ACTIVITY:
The exercise asks you to copy every line below in which "Megabuzz" appears.
START INPUT FOR THIS TASK
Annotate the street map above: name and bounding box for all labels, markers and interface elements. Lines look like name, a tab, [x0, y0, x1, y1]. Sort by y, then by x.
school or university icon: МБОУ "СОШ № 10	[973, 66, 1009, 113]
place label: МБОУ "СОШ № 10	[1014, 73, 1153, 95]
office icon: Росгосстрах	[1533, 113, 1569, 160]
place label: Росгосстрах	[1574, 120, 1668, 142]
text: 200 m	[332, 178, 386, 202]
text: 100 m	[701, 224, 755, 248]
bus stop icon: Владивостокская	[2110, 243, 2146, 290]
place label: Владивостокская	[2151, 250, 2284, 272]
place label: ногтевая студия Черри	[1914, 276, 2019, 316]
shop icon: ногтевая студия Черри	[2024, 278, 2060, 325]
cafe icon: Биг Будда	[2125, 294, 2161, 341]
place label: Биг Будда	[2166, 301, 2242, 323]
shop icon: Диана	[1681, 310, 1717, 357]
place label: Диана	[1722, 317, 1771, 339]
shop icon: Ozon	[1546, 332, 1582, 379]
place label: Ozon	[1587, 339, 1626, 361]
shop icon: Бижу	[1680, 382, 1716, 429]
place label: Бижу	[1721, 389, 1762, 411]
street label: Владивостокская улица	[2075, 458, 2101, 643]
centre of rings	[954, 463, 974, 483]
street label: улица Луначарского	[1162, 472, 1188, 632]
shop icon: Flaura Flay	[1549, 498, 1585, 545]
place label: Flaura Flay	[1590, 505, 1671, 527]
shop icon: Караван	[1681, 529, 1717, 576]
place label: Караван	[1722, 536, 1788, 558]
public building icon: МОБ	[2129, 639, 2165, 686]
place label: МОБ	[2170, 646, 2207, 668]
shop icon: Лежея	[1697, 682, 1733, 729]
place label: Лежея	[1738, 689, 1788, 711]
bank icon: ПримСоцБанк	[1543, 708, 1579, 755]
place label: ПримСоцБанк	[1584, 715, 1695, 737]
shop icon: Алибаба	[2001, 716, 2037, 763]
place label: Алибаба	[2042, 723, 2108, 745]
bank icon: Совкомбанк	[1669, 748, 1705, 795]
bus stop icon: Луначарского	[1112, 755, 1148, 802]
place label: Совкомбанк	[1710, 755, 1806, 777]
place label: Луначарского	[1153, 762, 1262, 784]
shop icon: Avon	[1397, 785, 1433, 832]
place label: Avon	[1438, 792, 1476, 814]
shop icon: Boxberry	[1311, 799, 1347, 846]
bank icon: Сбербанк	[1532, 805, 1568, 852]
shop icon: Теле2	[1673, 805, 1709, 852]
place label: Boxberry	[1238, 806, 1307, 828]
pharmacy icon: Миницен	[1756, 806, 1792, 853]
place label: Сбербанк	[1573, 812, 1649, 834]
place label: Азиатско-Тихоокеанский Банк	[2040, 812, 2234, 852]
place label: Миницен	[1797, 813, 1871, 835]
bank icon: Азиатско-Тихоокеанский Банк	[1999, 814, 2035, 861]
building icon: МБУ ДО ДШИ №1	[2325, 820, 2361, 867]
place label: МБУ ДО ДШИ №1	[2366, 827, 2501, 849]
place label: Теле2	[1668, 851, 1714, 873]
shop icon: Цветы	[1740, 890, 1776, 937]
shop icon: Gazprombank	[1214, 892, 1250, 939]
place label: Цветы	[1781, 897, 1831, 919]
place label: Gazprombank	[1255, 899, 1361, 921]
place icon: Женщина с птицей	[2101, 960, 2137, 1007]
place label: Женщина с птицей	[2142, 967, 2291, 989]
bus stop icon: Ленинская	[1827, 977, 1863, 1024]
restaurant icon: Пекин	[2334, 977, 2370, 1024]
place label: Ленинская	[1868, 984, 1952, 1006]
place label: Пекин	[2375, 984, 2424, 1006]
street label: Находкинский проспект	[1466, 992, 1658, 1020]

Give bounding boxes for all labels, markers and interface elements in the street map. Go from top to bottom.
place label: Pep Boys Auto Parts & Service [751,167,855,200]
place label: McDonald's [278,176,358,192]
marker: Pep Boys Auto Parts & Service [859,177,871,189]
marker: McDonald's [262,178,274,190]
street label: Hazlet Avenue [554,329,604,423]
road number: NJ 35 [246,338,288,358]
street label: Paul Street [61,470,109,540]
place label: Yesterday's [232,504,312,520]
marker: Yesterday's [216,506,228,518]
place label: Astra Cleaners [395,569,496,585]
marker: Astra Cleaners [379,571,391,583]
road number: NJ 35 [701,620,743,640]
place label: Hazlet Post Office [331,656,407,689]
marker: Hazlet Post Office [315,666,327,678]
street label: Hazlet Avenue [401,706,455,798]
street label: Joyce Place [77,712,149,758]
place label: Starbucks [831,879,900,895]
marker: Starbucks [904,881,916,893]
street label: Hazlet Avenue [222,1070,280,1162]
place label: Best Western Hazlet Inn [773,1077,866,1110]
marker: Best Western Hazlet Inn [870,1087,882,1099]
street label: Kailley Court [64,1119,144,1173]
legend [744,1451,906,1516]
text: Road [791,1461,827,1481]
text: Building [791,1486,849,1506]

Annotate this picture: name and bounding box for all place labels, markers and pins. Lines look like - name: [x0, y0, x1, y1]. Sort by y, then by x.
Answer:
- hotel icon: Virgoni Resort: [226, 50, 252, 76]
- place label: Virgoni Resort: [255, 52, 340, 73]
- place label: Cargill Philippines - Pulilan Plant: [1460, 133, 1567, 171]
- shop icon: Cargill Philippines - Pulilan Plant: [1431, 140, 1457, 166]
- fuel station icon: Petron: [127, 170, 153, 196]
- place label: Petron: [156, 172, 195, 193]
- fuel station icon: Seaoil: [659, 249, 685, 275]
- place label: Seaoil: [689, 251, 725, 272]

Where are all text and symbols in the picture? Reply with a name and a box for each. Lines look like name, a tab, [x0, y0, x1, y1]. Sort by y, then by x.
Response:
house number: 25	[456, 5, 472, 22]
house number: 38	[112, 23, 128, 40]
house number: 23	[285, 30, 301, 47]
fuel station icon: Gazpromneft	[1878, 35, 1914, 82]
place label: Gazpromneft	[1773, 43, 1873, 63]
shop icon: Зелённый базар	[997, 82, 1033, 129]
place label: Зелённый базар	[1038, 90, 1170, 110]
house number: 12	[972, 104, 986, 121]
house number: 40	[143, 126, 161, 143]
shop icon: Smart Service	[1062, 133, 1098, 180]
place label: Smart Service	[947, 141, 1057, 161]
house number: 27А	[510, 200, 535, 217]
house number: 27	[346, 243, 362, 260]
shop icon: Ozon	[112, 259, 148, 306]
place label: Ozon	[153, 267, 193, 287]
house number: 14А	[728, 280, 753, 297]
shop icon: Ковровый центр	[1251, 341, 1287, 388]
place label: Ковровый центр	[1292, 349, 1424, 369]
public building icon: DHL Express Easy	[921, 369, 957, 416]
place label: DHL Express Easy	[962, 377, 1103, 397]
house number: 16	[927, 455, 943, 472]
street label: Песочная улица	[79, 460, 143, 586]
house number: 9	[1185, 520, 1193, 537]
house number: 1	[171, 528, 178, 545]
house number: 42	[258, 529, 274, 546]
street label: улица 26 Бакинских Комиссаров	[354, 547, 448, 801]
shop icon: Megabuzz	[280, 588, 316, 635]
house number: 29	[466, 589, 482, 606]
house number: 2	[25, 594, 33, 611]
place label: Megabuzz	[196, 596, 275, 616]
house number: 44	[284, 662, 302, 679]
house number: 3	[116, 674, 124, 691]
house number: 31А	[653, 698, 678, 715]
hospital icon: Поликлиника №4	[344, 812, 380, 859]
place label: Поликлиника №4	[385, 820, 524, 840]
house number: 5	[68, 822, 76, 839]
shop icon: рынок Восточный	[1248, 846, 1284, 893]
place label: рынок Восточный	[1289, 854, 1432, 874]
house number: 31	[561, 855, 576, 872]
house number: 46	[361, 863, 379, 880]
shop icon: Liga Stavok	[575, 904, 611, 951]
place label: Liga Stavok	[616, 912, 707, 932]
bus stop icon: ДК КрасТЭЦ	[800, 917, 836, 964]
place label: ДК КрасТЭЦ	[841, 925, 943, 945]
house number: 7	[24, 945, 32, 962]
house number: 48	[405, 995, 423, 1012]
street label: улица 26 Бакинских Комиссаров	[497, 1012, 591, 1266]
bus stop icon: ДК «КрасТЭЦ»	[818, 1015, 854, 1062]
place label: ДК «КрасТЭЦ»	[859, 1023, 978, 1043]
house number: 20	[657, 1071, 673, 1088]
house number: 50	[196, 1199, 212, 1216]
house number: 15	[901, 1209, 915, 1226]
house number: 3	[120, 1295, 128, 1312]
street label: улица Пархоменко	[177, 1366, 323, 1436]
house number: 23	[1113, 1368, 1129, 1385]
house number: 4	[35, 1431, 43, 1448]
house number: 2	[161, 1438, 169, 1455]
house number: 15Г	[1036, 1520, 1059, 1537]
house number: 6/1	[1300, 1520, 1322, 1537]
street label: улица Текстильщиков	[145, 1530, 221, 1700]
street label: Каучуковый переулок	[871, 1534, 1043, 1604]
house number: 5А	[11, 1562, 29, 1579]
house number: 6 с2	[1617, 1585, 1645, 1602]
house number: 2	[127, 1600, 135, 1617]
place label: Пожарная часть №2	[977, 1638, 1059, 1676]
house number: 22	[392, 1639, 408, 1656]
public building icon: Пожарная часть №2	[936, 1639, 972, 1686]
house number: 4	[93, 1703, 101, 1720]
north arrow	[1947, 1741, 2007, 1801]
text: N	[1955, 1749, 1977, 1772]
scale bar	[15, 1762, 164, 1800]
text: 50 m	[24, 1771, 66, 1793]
END INPUT FOR THIS TASK
RESPONSE TO THE EXERCISE:
shop icon: Megabuzz	[280, 588, 316, 635]
place label: Megabuzz	[196, 596, 275, 616]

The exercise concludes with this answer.